== Data extracts

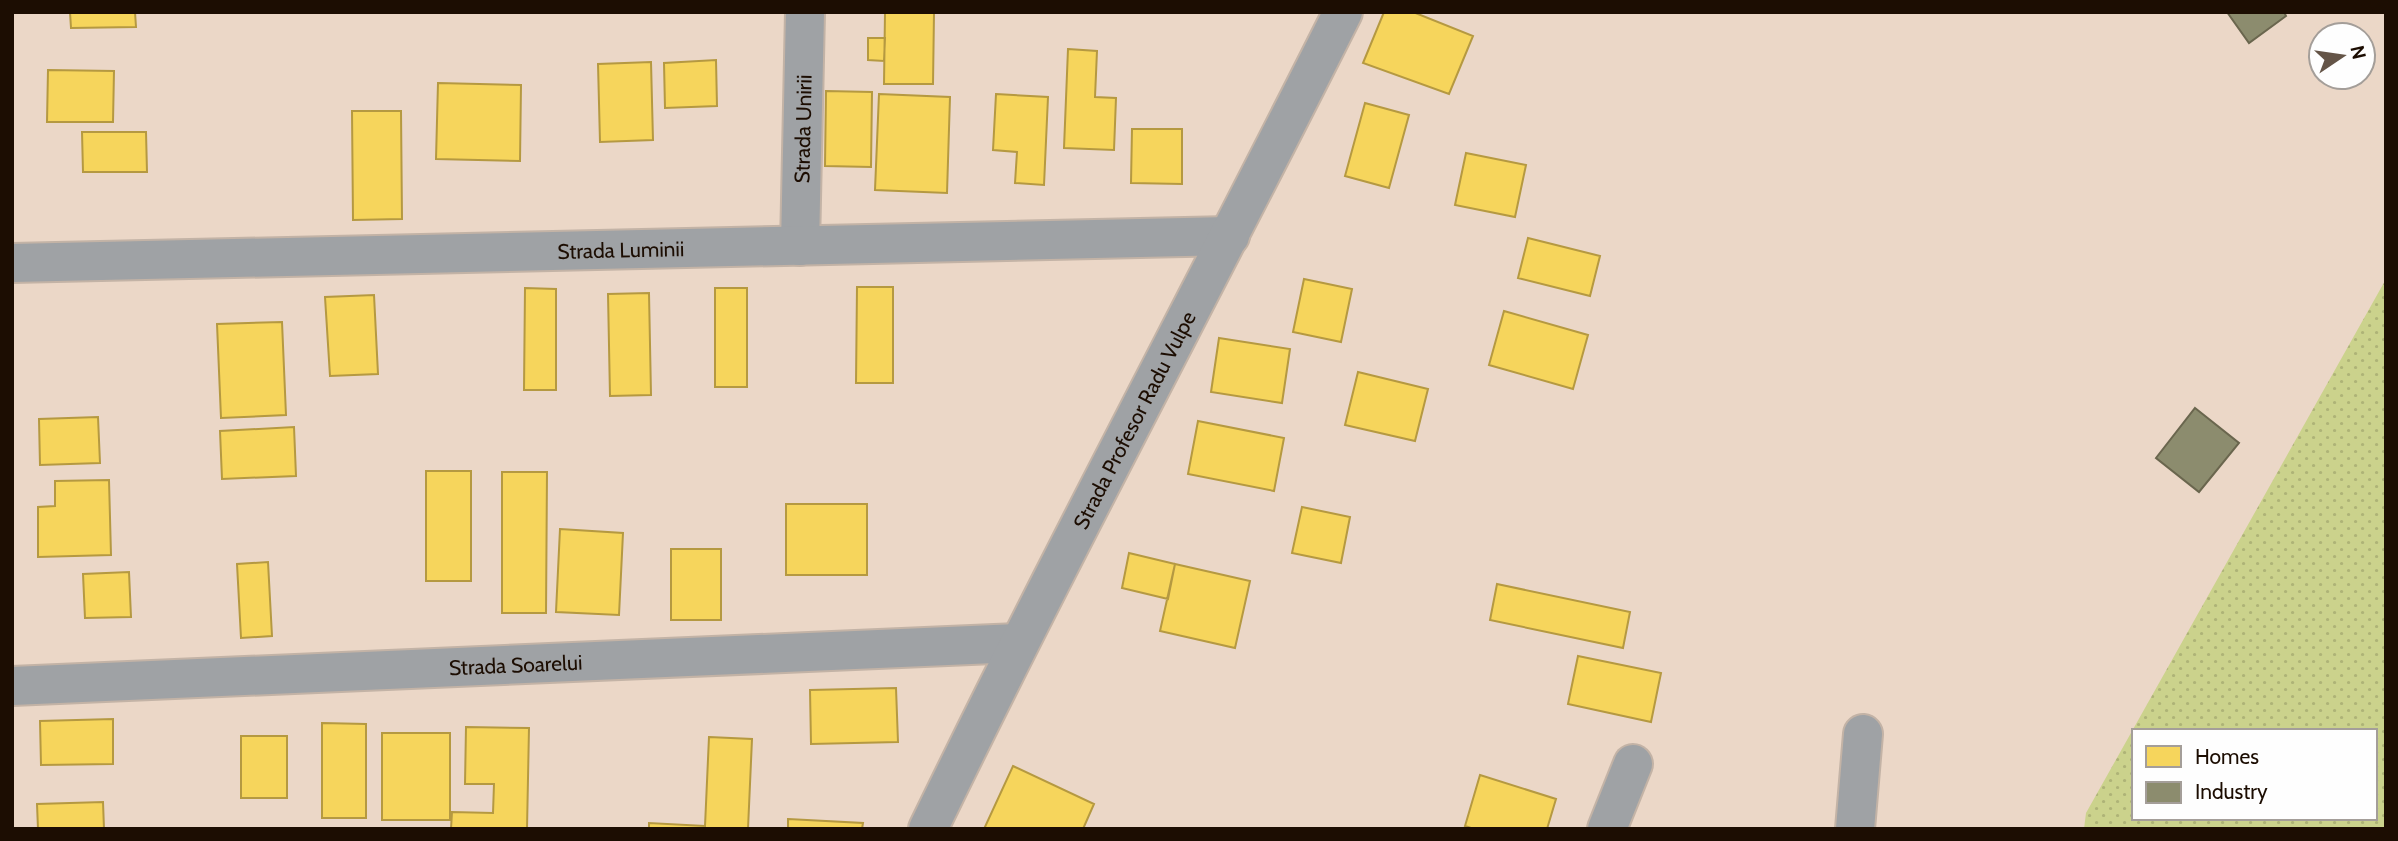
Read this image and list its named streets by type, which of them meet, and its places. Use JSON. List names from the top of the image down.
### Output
{
  "streets": {
    "street": [
      "Strada Unirii",
      "Strada Luminii",
      "Strada Profesor Radu Vulpe",
      "Strada Soarelui"
    ]
  },
  "crossings": [
    ["Strada Unirii", "Strada Luminii"],
    ["Strada Luminii", "Strada Profesor Radu Vulpe"],
    ["Strada Profesor Radu Vulpe", "Strada Soarelui"]
  ],
  "legend": ["Homes", "Industry"],
  "north": "right"
}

====

**What you have to do:** Repeat the entries exactly, pictures left out.

**Output of the task:**
Read this image and list its named streets by type, which of them meet, and its places. Use JSON. List names from the top of the image down.
### Output
{
  "streets": {
    "street": [
      "Strada Unirii",
      "Strada Luminii",
      "Strada Profesor Radu Vulpe",
      "Strada Soarelui"
    ]
  },
  "crossings": [
    ["Strada Unirii", "Strada Luminii"],
    ["Strada Luminii", "Strada Profesor Radu Vulpe"],
    ["Strada Profesor Radu Vulpe", "Strada Soarelui"]
  ],
  "legend": ["Homes", "Industry"],
  "north": "right"
}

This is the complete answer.